With its wide aisles, bright terminals and a high-speed train connecting passengers to the city’s centre in 24 minutes, the airport helped make the city an even more desirable place to do business.

In July, protesters held their first large demonstration at the airport, occupying the arrivals hall to express their anger that the police were slow to respond when a mob attacked protesters in a northern town a week earlier.

That peaceful sit-in was mainly intended to embarrass the local authorities by spreading a message of discontent and insecurity to arriving travellers. At the time, signs were emerging that a number of civil aviation employees supported the protest movement.

Less than two weeks later, when protesters called for a daylong general strike after the government continued to reject their demands, some air traffic controllers called in sick, forcing the airport to cancel more than 200 flights that day.

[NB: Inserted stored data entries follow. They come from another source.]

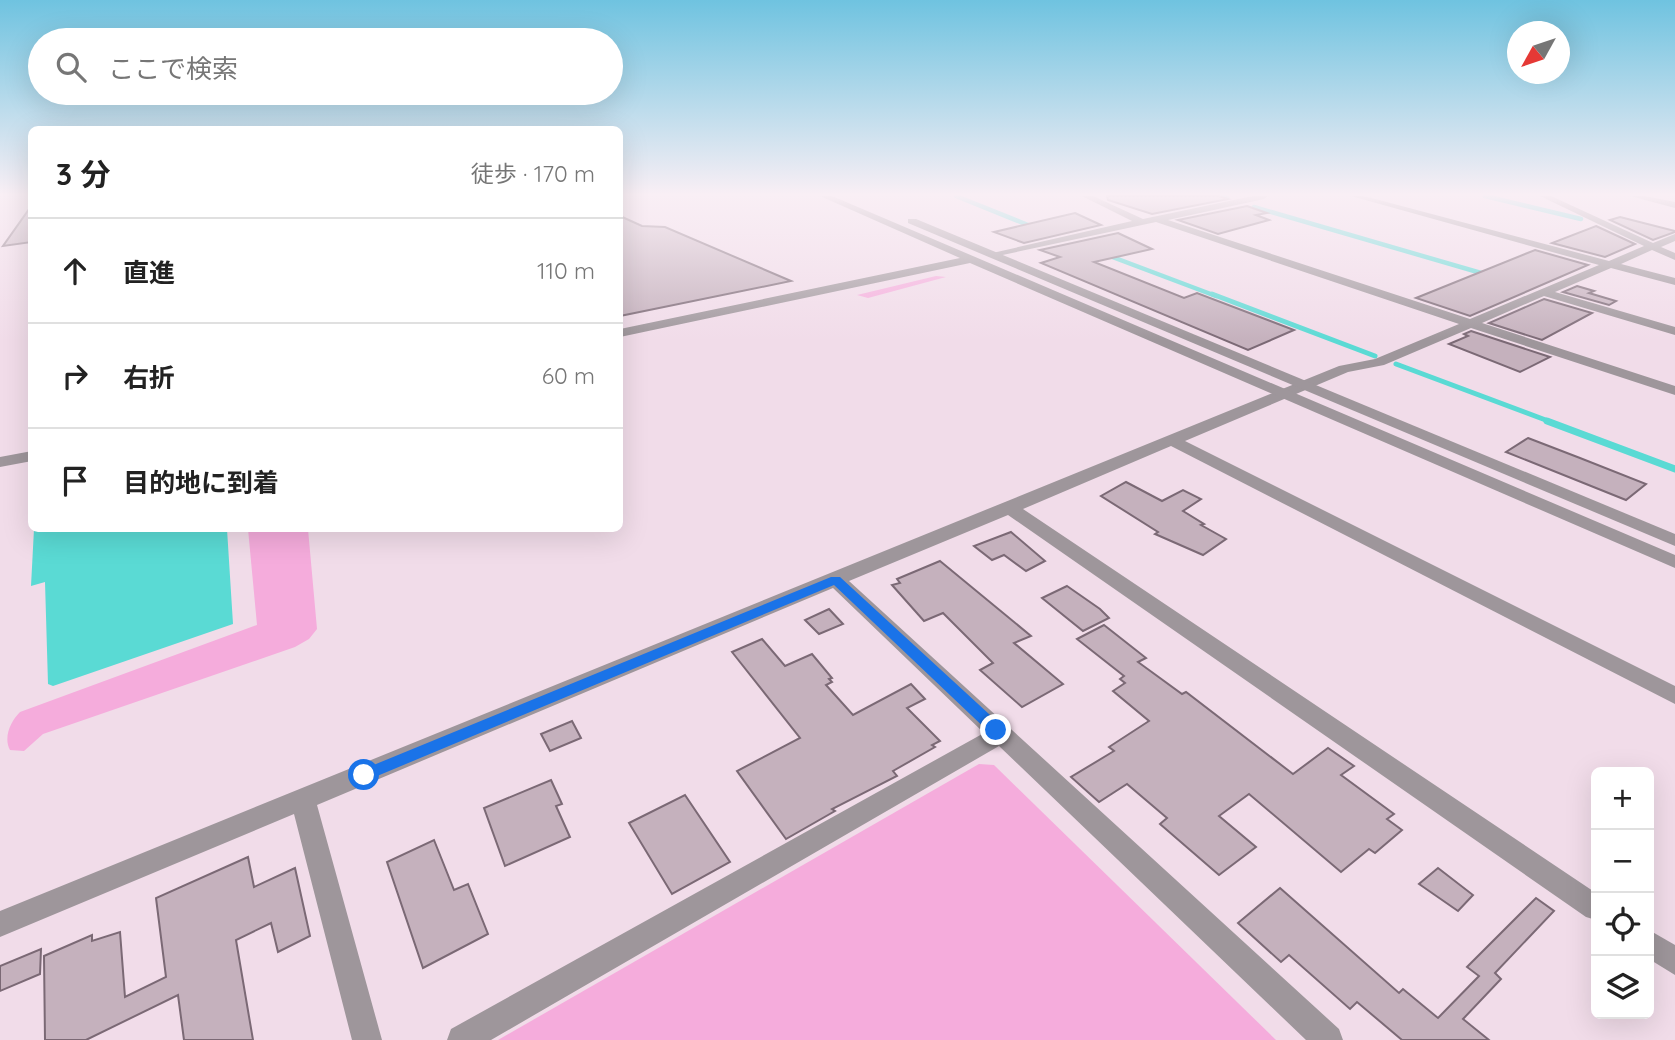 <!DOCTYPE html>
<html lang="ja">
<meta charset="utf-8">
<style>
body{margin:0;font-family:Quicksand,"Noto Sans JP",sans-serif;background:#f2f2f2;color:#222}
.controls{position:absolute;right:21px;bottom:21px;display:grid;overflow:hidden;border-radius:10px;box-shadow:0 7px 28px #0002}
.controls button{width:63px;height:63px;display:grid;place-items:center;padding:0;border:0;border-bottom:2px solid #e0e0e0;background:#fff;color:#222;font:35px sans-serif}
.compass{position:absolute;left:1507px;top:21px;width:63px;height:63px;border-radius:50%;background:#fff;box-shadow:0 7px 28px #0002;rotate:230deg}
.stop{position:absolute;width:21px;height:21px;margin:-16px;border:5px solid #1a73e8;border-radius:50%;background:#fff}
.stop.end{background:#1a73e8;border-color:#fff;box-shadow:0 2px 7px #0008}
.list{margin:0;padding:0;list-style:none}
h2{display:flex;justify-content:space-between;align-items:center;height:91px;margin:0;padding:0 28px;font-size:30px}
h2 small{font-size:23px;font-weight:400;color:#767676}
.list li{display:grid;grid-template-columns:46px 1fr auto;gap:21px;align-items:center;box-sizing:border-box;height:105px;padding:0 28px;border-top:2px solid #e0e0e0}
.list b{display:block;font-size:26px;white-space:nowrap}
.list em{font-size:23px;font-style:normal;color:#767676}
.icon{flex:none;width:38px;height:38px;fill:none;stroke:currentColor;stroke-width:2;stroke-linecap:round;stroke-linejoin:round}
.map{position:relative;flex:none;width:1675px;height:1040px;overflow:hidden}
.search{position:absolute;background:#fff;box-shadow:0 7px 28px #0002;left:28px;top:28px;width:595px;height:77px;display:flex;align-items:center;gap:18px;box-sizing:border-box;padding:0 24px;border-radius:38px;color:#767676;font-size:26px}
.panel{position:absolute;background:#fff;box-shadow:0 7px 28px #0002;left:28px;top:126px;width:595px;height:406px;border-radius:10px}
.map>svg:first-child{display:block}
.green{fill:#f5acdc}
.water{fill:#5adad4}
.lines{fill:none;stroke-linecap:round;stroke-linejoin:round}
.stream-far2{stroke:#5adad4;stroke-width:4.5}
.stream-far1{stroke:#5adad4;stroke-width:5}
.stream{stroke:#5adad4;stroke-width:7}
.building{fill:#c5b1bd;stroke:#7b6975;stroke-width:2}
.minor{fill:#9e969b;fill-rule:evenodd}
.tertiary{fill:#9e969b;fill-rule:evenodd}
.route{fill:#1a73e8}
</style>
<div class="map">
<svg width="1675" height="1040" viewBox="0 0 1675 1040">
<rect width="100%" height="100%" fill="#f1dce9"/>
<g class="green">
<path d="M936,276L946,277L868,298L857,295Z"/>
<path d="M248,529H308L317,629L309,639L295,647L43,734L24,751L10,750C3,737 11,721 20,712L257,625Z"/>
<path d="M979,764L994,765L1276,1040H498Z"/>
</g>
<path class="water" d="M34,529H227L233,624L53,686L48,684L45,582L31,586Z"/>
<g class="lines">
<g class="stream-far2">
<path d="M956,196L1033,227"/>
<path d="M1219,196L1227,198"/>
<path d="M1485,196L1581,219"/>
<path d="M1254,207L1488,275"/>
<path d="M1107,255L1216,296"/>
</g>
<g class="stream-far1">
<path d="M1212,294L1375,356"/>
<path d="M1396,364L1551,422"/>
</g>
<path class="stream" d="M1547,421L1675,469"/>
</g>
<g class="building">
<path d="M1107,196H1219L1228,199L1152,214L1108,200Z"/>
<path d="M32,205V242L3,246Z"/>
<path d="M1247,206L1267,213L1256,215L1269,220L1218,234L1178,220Z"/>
<path d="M1075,213L1101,225L1024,243L994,232Z"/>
<path d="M620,216L642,226L665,227L791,281L620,316Z"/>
<path d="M1620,217L1675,231V232L1653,240L1610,220Z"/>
<path d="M1596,226L1635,244L1605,257L1552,243Z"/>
<path d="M1118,233L1152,249L1094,262L1184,298L1197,293L1294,330L1248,350L1041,263L1060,257L1040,250Z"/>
<path d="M1535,250L1588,265L1470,316L1416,298Z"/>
<path d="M1577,286L1594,291L1589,293L1616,301L1609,305L1563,292Z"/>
<path d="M1544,299L1592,313L1542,340L1489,323Z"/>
<path d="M1471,331L1550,357L1520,372L1449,344L1468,336L1464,334Z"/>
<path d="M1528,438L1580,458L1646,484L1626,500L1506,452Z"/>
<path d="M1126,482L1162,501L1183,490L1201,499L1183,511L1204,524L1201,525L1226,539L1203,555L1155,534L1158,532L1101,496Z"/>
<path d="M1011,532L1045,561L1026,571L1004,555L992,560L974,546Z"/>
<path d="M940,561L1031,636L1014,643L1063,684L1022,707L980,670L993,663L943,613L924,621L892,585L900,583L897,579Z"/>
<path d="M1067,586L1100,609L1109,618L1083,631L1042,598Z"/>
<path d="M829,609L843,624L819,634L805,620Z"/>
<path d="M1104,625L1146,658L1138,662L1182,694L1186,692L1293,774L1328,748L1354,766L1341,775L1394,814L1387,819L1402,830L1375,853L1369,849L1341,872L1249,794L1219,816L1256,847L1219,875L1160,824L1167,818L1127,784L1099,802L1071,777L1114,751L1109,747L1149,721L1113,691L1125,683L1120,679L1124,676L1077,639Z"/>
<path d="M762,639L785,666L812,654L832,678L829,679L832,682L826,685L853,715L911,684L925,699L907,708L940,741L932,745L935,747L893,771L897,776L832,809L835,811L786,839L737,771L800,738L732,652Z"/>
<path d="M572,721L581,738L550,751L541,734Z"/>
<path d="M551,780L562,804L556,806L570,837L505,866L484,808Z"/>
<path d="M685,795L730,862L672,894L629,823Z"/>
<path d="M434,840L454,890L468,884L488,934L423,968L387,862Z"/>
<path d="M248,857L254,887L295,868L310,936L278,952L271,923L236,940L253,1040H184L178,995L86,1040H45L44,956L92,935V941L120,932L125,997L166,977L156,898Z"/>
<path d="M1438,868L1473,895L1458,911L1419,884Z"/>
<path d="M1280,888L1399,993L1403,989L1438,1018L1479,976L1467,967L1536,898L1554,911L1495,973L1501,979L1463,1019L1489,1040H1402L1357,1002L1350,1009L1289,955L1281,962L1238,923Z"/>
<path d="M41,949L40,974L0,991V966Z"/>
</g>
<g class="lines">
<g class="minor">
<path d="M1082,196H1093L1143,219L1253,196H1268L1264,199L1168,220L1470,319L1599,265L1351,196H1364L1609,261L1644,246L1540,196H1551L1653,243L1675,234V241L1661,247L1675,253V260L1652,250L1621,264L1675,278V285L1611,268L1555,292L1675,327V335L1544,296L1482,323L1675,386V395L1471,328L1384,365L1348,372L1185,441L1675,686V704L1171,446L1023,509L1596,893V920L1586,917L1008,515L849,581L1339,1029L1343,1040H1306L999,746L491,1040H447L451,1029L984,733L833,588L317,805L382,1040H352L294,814L0,937V911L1339,366L1375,359L1459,324L1156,222L993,257L988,254L1132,221Z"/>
<path d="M1630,196H1645L1675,202V208Z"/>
<path d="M1649,930L1675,945V975L1649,959Z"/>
</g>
<g class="tertiary">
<path d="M820,196H832L1675,555V568L970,263L620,337V329L960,258Z"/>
<path d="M908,219H916L1675,534V546L908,223Z"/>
<path d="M32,451V461L0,467V457Z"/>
</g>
</g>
<linearGradient id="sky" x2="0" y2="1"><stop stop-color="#6fc3e0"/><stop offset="0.57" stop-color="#f9eff5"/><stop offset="1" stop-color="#f9eff5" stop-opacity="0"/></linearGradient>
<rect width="1675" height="341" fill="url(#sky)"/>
<path class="route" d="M831,577H840L1002,726V734H991L834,585L370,779H359L356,775L359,771Z"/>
</svg>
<div class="controls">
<button>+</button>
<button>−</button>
<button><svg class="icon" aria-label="locate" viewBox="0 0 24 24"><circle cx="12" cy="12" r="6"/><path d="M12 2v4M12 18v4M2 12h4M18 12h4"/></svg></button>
<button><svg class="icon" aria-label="layers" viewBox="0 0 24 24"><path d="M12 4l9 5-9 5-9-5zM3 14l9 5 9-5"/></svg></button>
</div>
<svg class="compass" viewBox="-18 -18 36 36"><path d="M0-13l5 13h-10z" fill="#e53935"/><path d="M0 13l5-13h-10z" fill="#767676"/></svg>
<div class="stop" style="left:364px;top:775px"></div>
<div class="stop end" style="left:996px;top:730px"></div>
<div class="search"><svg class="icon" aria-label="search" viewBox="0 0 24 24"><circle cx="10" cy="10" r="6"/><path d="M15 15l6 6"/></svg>ここで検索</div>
<section class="panel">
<h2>3 分<small>徒歩 · 170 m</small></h2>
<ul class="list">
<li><svg class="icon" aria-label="ahead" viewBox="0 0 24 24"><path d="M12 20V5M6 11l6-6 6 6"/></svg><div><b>直進</b></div><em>110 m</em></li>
<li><svg class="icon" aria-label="right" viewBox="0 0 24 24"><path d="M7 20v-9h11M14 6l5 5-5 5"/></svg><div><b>右折</b></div><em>60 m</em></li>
<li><svg class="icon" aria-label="arrive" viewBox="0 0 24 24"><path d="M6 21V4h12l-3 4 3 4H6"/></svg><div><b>目的地に到着</b></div></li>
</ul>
</section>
</div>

This past weekend, the protesters staged a three-day demonstration at the airport that was comparatively undisruptive. But many demonstrators were enraged by reports early Monday that the police elsewhere had chased protesters down narrow escalators, fired tear gas into a subway station, and fired rubber bullets and beanbag rounds at protesters.

Calls went out in the protesters’ mobile messaging groups on Telegram, a chat app, for them to flood the airport to demand police accountability. They showed up in the thousands.

On television, they could be seen trying to explain the protest to travellers. “I hope you understand us,” one demonstrator told a visitor. “We don’t have any more strategy. All our strategies have failed.”